Methylenedioxymethamphetamine or MDMA is more commonly known as ecstasy. It is a psychoactive drug that is primarily used recreationally, as it does not have any approved medical effects. Users often turn to ecstasy because of the feeling of euphoria it provides, as well as heightened sensations involving their regular surroundings.
Today we will get to know more about the drug, what it does to the body, as well as a bit of its history. What is MDMA and how does it affect its users? On this article, we are going to find out.
What is MDMA?
3, 4-Methylenedioxymethamphetamine is a drug that produces increased empathy for the user. It can be taken by mouth, but it may also be snorted or smoked. Effects kick in after 30 to 45 minutes, and may last up to three to six hours.
It was believed that MDMA can be used for therapy, but this has since been disproven. Limited scientific studies are still being conducted to further learn the potential benefits of MDMA. But for now, what is confirmed by multiple cases and accounts of people getting addicted is that this drug produces a host of adverse effects.
A person can easily develop tolerance for the drug, which in turn develops into addiction. Other adverse effects include memory problems, paranoia, insomnia, blurred vision, sweating, and palpitation. We will explore its other effects later on. But ecstasy is known for causing deaths due to increased body temperature and dehydration.
On a chemical level, MDMA increases the release and slows the reuptake of the neurotransmitters dopamine, norepinephrine, and serotonin in certain parts of the brain. This initial increase is soon followed by a short-term decrease in the mentioned neurotransmitters. Because of this, ecstasy’s effects are psychedelic in nature.
History of Ecstasy
MDMA was first synthesized by Anton Köllisch in 1912. The Merck chemist was interested in developing substances that could stop abnormal bleeding. By the 1970s, the drug was already being used to improve psychotherapy, and by the 80s it was already a popular street drug.
Though the drug did not manage to fulfill the chemist’s expectations, the public developed an appreciation for it, using ecstasy for recreational purposes.
MDMA is commonly sold mixed in with other substances such as methamphetamine.
Further studies show that between 9 and 29 million people between the ages of 15 and 64 used ecstasy in 2014. This presents up to 0.6% of the entire world population.
Forms of MDMA
It should be emphasized that MDMA is considered illegal in most countries because it serves no medical uses and in fact produces plenty of adverse effects. Limited exceptions are sometimes made for the purpose of research. These studies are focused on whether or not the drug can assist in treating severe post-traumatic stress disorder.
MDMA is legally controlled in most of the world under an international agreement known as the UN Convention on Psychotropic Substances.
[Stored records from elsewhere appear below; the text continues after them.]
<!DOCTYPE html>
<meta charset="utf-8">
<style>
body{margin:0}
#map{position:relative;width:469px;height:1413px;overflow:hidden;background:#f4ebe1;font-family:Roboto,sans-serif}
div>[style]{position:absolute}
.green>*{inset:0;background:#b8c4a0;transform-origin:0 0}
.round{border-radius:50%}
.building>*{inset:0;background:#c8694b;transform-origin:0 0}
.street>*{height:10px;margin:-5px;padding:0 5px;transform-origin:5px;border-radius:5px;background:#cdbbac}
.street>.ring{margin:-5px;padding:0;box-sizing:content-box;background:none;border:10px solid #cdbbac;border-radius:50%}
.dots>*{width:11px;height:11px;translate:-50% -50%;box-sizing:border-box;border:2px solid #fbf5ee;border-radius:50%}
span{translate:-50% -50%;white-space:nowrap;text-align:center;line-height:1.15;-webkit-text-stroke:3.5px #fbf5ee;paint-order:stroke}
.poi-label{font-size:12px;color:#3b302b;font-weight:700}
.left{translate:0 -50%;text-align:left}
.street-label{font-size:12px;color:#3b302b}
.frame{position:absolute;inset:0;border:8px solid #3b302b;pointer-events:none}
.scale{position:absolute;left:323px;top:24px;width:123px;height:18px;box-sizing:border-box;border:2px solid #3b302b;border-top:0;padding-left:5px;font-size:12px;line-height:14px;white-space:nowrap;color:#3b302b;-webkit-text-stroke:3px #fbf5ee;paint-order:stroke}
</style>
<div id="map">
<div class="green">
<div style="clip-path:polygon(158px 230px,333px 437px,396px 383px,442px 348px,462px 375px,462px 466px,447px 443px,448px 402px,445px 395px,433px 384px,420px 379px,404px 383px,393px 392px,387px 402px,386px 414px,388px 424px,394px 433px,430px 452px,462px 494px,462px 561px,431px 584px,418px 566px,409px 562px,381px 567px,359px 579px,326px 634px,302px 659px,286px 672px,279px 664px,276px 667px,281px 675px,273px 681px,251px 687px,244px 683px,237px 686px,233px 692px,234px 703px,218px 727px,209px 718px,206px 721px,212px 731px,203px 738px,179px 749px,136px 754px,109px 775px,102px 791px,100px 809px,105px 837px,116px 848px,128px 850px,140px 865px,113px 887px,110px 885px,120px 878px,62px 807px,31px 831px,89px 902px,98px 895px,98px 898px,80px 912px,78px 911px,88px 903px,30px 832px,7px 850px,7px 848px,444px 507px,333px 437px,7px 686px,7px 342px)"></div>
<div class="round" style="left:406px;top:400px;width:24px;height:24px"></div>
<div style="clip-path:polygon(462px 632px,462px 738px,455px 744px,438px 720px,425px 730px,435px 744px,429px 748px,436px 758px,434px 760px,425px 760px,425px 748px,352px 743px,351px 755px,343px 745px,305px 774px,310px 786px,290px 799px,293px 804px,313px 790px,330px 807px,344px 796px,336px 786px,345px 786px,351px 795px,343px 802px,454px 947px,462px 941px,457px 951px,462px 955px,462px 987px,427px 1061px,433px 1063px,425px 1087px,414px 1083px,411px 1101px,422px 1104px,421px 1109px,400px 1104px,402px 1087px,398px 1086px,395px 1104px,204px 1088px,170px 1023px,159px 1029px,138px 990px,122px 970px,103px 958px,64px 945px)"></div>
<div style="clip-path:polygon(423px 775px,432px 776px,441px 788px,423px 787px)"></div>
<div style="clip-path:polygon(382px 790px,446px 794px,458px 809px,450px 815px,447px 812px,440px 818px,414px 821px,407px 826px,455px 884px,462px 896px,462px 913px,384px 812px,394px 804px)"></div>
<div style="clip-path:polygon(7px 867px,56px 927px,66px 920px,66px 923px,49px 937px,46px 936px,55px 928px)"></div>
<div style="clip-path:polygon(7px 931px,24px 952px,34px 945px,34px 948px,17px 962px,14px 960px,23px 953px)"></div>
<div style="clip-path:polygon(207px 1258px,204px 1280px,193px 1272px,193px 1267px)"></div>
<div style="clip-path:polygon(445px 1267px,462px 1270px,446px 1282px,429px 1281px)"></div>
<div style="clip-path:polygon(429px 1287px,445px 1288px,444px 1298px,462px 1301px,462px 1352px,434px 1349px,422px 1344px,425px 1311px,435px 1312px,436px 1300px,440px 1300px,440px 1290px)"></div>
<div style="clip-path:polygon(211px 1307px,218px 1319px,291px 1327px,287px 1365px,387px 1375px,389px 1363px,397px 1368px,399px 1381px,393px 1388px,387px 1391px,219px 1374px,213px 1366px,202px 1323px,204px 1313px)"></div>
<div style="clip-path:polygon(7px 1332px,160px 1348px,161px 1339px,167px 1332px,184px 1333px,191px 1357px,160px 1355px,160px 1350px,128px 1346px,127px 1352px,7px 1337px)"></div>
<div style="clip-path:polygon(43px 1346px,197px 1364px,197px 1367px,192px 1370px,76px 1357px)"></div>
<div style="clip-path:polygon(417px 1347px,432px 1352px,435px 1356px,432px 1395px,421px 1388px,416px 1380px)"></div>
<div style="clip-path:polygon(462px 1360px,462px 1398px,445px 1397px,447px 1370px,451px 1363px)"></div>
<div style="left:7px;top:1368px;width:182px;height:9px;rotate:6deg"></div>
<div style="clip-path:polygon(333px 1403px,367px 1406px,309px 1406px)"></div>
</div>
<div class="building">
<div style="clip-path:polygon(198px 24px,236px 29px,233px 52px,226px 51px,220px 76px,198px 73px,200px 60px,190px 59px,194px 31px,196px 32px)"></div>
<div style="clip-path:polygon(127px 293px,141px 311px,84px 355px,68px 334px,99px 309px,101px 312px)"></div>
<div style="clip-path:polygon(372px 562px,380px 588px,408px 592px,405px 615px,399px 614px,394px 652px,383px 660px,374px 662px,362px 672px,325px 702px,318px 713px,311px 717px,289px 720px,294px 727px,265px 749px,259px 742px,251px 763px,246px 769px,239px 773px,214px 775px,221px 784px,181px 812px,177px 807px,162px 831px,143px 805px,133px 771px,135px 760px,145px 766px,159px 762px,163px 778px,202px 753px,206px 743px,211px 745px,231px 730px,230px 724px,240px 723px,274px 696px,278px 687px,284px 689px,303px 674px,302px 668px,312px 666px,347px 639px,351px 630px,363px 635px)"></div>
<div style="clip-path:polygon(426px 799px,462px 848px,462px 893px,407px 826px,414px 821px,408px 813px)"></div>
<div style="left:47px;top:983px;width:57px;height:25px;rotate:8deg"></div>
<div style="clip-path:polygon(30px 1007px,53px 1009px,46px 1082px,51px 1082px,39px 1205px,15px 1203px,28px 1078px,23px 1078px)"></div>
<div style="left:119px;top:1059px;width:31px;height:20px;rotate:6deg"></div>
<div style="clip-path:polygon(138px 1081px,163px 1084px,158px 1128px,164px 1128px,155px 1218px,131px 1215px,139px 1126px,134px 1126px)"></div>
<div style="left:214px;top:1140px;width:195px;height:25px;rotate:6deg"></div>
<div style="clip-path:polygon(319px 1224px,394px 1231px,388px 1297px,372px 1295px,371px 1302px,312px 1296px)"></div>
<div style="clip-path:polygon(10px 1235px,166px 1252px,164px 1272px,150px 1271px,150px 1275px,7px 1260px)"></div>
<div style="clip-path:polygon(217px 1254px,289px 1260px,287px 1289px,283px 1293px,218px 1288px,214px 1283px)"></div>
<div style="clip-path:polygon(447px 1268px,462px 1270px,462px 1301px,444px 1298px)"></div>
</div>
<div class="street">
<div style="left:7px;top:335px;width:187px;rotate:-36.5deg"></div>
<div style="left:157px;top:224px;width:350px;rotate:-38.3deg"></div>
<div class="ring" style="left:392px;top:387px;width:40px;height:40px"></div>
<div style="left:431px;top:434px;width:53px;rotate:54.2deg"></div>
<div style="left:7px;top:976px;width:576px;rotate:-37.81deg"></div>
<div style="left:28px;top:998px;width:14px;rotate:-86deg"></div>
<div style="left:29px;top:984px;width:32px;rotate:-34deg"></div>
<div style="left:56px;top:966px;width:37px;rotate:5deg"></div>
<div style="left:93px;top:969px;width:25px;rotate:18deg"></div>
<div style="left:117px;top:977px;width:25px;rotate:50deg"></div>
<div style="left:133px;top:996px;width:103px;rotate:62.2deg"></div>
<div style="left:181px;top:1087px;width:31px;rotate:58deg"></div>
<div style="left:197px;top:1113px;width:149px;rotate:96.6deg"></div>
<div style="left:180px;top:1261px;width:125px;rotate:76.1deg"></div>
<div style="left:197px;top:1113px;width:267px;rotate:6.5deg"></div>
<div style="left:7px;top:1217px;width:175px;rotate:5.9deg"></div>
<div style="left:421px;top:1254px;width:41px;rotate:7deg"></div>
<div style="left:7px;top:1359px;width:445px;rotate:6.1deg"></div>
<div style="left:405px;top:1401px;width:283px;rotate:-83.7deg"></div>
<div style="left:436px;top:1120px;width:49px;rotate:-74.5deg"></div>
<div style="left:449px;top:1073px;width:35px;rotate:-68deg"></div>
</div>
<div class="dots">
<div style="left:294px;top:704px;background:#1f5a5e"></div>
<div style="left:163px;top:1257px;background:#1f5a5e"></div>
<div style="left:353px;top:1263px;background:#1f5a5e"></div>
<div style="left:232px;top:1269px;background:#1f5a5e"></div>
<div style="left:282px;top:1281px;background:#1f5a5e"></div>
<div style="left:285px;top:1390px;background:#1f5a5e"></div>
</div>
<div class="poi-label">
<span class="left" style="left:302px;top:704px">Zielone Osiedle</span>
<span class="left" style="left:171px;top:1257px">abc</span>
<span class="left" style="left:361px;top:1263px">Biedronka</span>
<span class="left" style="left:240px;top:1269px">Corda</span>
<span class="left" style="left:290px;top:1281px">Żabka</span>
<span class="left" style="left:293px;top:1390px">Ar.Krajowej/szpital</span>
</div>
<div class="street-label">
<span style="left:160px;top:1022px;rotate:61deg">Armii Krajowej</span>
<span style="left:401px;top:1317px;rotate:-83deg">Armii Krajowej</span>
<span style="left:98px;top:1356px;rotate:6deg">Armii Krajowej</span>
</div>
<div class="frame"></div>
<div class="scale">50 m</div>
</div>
Of course possessing, manufacturing, selling, and using the drug is considered a criminal offence.
Ecstasy comes in many forms, the most common of which is a tablet form. This tablet form is the one that is most often referred to by its street name, ecstasy. The crystalline powder form is colloquially referred to as “molly” in the US and “mandy” in the UK.
It can also come in the form of hydrochloride salt, either in gelcaps or in loose crystals.
Methods of Administration
Ecstasy is most notable for being the drug of choice within the rave culture. It is used in clubs, festivals, and even house parties. During a party, the sensory effects from the music and lighting make the experience more intense. The psychedelic quality of MDMA, plus the naturally dizzying environment makes this combination incredibly appealing for partygoers. It is often used as “party fuel” because of its ability to reduce inhibition.
MDMA users sometimes take it in conjunction with other psychoactive drugs like LSD, and ketamine. They may also combine it with alcohol, or other drugs such as marijuana.
MDMA is illegal for a reason: and the reason is that it is bad for the health. Even without considering its addictive qualities, it is dangerous for the body. During the high, users may feel relaxed, peaceful, confident, and emotional. They may also have an altered sense of time, while experiencing mild hallucinations. This experience depends on the dosage, setting, and user expectations.
This variability is lower compared to other psychedelics, making it more predictable compared to drugs such as LSD.
The most serious short term adverse effects are hyperthermia and dehydration—both of which are known to be fatal. But other immediate effects can take place including bruxism, insomnia, excessive sweating, increased blood pressure, loss of appetite, nausea and vomiting, and even visual hallucinations.
On a psychological level, the user may feel paranoid, anxious, depressed, impulsive, or restless.
Continued abuse of the drug can produce cognitive impairments in humans. It can affect attention, memory, learning, visual processing, and quality of sleep. Depression is also commonly associated with use of ecstasy.
Once dependence is developed, it could be much harder for the person to quit their use of ecstasy. Withdrawal symptoms can make it harder for the patient to get sober, as it gives them feelings of fatigue, depression, and loss of appetite.
Finding the right program is key to a person’s recovery. Behavioral therapy is known to be helpful, but the first step is helping the user accept that they have a problem, and that rehabilitation is necessary.